In his book Ghosts of Cambridge, my friend Sam Baltrusis wonders if the Ann Hopkins legend is a garbled version of the true story of Winifred and Mary Holman, two 17th century Cambridge women accused of witchery but ultimately acquitted. That definitely could be possible, but there is definitely no evidence of someone named Ann Hopkins being executed for witchcraft in Cambridge.

Although the 1881 Globe article doesn't point out the implausibility of a witch being burned at the stake in Cambridge, it does end on a debunking note. The reporter writes:

Here the old man's tale ended, and I looked up and said: "Do you think the ghost of Ann Hopkins stretched these telegraph wires overhead that are making all this weird moaning?" and the old man arose and gazed upon me reproachfully.

Although I like to look at the facts behind a supernatural story, I'm also not a huge fan of debunkers.  I still think there's room for a little mystery and wonder in the world, even in Cambridgeport. Were the parishioners and neighbors really so naive that they would mistake the sound of telegraph wires for ghostly shrieks? That seems unlikely. And what caused the two mysterious fires that burned down the church? Why were there spontaneous flames during two cornerstone ceremonies? Things aren't explained as neatly as the article suggests.

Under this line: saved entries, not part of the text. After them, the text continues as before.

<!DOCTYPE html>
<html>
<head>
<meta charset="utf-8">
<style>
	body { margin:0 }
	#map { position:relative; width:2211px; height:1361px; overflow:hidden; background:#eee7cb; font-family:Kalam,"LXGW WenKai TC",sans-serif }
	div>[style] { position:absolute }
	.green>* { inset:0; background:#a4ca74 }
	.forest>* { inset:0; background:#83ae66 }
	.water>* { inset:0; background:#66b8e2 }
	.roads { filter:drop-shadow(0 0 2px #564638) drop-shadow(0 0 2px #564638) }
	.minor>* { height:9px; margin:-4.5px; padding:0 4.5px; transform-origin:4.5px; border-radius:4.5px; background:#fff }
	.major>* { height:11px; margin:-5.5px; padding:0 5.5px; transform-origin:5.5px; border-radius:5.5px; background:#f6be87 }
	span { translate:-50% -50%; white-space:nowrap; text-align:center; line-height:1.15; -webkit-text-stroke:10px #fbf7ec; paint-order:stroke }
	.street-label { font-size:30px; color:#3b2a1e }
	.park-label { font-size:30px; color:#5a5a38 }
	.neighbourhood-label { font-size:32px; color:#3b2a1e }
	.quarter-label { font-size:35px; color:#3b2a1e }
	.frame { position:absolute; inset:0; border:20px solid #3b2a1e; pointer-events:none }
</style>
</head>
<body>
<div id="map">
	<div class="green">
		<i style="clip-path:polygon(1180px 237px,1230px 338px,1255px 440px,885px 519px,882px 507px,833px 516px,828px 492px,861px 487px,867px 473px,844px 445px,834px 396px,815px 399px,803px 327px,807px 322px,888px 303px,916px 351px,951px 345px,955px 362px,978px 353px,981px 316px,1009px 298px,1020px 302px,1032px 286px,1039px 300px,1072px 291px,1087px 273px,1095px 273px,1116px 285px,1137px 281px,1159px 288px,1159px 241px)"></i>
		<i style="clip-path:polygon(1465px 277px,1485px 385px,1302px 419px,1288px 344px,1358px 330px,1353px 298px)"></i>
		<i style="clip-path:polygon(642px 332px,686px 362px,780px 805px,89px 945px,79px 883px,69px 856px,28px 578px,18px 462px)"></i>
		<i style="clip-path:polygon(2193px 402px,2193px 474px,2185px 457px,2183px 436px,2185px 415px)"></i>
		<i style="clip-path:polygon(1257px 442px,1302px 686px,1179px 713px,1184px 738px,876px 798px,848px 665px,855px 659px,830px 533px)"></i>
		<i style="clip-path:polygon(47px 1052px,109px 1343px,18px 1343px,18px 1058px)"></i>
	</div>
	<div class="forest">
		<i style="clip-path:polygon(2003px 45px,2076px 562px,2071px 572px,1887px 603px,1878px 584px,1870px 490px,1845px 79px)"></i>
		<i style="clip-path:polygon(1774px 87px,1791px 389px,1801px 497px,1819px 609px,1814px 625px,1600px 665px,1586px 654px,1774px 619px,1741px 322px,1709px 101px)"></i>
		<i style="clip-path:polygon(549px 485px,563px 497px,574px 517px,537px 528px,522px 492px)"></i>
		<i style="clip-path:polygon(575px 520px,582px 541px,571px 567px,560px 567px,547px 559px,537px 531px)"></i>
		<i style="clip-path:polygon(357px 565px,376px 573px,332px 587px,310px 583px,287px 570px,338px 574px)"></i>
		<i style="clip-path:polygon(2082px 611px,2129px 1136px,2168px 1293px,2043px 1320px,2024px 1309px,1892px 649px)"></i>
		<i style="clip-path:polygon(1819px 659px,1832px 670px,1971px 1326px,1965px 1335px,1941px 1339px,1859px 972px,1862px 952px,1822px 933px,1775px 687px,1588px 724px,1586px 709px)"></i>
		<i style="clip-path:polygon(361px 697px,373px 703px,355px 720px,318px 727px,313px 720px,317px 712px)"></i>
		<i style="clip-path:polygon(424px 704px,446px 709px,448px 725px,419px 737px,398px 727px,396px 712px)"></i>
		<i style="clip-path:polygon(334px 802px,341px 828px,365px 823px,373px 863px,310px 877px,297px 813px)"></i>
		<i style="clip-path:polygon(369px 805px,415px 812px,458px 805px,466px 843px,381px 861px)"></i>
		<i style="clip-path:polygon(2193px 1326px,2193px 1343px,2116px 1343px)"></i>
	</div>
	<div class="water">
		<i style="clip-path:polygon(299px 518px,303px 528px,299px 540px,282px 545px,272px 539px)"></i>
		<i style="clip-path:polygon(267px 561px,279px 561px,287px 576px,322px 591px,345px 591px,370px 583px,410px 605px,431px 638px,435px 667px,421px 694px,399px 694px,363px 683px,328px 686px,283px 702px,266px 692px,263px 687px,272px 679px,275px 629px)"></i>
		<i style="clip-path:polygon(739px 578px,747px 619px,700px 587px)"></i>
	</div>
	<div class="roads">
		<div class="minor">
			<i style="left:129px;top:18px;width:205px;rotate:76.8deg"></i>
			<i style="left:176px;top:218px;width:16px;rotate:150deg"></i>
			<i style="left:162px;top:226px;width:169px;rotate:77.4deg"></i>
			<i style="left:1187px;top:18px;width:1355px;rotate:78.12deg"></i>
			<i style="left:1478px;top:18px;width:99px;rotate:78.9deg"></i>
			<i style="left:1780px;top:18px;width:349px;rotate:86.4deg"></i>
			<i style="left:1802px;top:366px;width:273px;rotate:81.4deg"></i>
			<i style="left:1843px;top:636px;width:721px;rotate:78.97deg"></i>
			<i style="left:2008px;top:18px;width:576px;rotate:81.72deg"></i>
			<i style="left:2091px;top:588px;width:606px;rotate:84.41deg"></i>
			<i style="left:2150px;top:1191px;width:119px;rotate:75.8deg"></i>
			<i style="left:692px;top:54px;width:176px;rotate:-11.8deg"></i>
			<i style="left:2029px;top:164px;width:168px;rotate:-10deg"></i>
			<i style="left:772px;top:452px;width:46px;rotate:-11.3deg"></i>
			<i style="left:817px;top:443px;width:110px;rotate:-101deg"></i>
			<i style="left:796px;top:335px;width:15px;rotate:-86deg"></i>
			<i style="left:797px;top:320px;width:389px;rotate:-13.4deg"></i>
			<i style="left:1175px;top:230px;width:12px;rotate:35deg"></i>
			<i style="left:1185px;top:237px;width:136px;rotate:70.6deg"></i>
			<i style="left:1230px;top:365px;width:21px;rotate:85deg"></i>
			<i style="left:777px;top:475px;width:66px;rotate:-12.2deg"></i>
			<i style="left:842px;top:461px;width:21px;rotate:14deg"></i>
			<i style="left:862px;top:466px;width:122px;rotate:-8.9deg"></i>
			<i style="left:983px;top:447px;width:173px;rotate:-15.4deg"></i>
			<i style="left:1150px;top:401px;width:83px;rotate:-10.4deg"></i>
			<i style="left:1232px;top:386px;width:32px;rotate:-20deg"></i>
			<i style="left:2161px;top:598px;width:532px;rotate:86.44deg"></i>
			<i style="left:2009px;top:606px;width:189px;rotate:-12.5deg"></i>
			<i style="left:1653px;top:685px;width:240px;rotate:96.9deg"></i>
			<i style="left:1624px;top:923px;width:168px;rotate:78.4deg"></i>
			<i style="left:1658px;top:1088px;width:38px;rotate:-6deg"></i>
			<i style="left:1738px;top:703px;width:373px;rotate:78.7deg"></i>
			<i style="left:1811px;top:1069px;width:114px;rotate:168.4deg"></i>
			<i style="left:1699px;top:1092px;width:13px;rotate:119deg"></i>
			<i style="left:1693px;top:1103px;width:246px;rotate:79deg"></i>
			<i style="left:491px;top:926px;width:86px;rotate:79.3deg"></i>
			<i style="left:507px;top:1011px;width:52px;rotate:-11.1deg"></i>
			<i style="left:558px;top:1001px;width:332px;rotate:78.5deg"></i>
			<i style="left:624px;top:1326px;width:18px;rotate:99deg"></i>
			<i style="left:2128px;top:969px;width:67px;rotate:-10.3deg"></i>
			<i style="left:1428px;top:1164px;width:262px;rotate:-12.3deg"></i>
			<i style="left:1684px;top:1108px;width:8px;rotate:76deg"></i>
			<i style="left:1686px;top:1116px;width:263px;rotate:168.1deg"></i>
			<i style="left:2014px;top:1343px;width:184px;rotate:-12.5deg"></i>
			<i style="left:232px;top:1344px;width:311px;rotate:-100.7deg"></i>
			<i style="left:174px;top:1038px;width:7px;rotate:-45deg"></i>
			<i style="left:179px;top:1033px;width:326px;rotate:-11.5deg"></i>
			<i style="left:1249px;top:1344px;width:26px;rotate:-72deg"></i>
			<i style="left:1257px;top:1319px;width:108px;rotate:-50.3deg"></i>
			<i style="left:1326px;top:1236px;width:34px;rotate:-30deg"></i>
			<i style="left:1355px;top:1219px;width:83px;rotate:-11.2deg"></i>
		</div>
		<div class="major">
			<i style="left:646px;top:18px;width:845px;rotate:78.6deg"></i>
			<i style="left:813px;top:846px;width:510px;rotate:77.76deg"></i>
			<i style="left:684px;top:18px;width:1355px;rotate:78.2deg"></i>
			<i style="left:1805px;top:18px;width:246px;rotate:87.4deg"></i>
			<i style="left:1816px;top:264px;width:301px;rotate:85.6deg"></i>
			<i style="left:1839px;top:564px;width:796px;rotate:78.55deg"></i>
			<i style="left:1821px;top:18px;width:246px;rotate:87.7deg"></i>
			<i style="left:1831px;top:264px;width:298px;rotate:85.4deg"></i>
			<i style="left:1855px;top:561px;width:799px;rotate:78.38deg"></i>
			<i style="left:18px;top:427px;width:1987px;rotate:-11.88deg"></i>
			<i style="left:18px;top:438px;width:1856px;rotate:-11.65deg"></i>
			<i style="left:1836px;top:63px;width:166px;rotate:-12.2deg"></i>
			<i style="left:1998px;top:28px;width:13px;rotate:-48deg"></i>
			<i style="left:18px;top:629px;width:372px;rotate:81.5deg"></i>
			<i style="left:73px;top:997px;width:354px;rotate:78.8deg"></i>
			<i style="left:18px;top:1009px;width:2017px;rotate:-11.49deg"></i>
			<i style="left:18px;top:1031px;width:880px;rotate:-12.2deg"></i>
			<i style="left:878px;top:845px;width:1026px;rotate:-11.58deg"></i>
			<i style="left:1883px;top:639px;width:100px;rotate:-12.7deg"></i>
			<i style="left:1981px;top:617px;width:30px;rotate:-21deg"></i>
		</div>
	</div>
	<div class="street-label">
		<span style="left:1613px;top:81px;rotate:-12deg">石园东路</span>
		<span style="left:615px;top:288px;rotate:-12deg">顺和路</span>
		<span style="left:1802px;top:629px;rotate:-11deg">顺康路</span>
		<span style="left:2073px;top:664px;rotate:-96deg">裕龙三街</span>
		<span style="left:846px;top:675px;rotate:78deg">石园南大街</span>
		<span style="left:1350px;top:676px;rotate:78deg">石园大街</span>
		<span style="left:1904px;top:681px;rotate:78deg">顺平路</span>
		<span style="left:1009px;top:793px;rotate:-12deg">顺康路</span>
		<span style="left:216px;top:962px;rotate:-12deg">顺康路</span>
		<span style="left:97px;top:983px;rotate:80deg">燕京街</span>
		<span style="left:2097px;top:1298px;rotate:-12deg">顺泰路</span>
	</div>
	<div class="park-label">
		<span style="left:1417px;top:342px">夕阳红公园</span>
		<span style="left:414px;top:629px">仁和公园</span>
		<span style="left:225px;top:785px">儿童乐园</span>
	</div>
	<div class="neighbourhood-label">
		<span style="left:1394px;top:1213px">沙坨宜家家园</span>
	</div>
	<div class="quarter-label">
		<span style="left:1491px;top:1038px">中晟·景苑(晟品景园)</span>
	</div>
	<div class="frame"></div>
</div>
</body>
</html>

Even if there is a scientific explanation for everything that occurred, I think this story nicely illustrates New England's ambiguous relationship with witches. On one had, people here know that the people accused of witchcraft weren't really witches. They were just innocent victims of religious mania and gossip. Even in this story it's clear that Ann Hopkins isn't really a witch.

On the other hand, although Hopkins isn't a witch she still successfully places a curse on the spot where she died. In this respect she follows in the footsteps of other accused witches who, although innocent of witchcraft, still manage to work some kind of magic as they die. For example, accused Salem witch Sarah Good cursed Reverend Noyes as she died, saying God would give him blood to drink. Near Plymouth a woman named Aunt Rachel cast a curse with her dying breath, while in Bucksport, Maine an accused witch (or maybe her son) cast a curse on the judge who sentenced her to hang.

Those are just a few of the New England stories where accused witches curse the people who execute them. These tales claim that even though witches aren't real, magic and the supernatural are. It can be found anywhere, even a few blocks from downtown Cambridge.

4 comments:

Unknown said...

The only case of execution by burning at the stake I know of in Massachusetts, perhaps New England, was of Philis, an African-American slave, in 1755.

https://sentinelhillpress.wordpress.com/2015/10/12/october-ganza-day-11-the-executions-of-philis-and-mark-1755/

I wonder if that incident in nearby Charlestown had any influence?

Sue Bursztynski said...

Ooh, I love this blog! American folklore is fascinating...:-)

Well, the curse thing is pretty universal. For example, our bushranger, Ned Kelly, told the judge who sentenced him to death, Redmond Barry, that he would be seeing him soon enough and he died a couple of weeks later. Which probably means that Mr Barry was already sick, but still... I should add that Redmond Barry was a fairly decent man, except to the Kelly family. He started the State Library, among other things(and let people borrow from his personal library meanwhile) and shared his pay with the poor. But you can't keep a good curse down eh? ;-)

Peter Muise said...

Hi Bret! Thanks for the comment. That could be a possible explanation. Certainly a burning would have been notable in a society where criminals were usually hanged. Ugh. So grim! I also think there is a tendency for people to forget the history of their own region. If the Cambridgeport people had read that witches were burned in Europe they may have assumed the same was true of New England. Just speculation, of course!

Peter Muise said...

Hi Sue! Glad you like the blog. Curses are fascinating. Bad things will eventually happen to all of us, so curses always come true somehow... or at least it seems that way.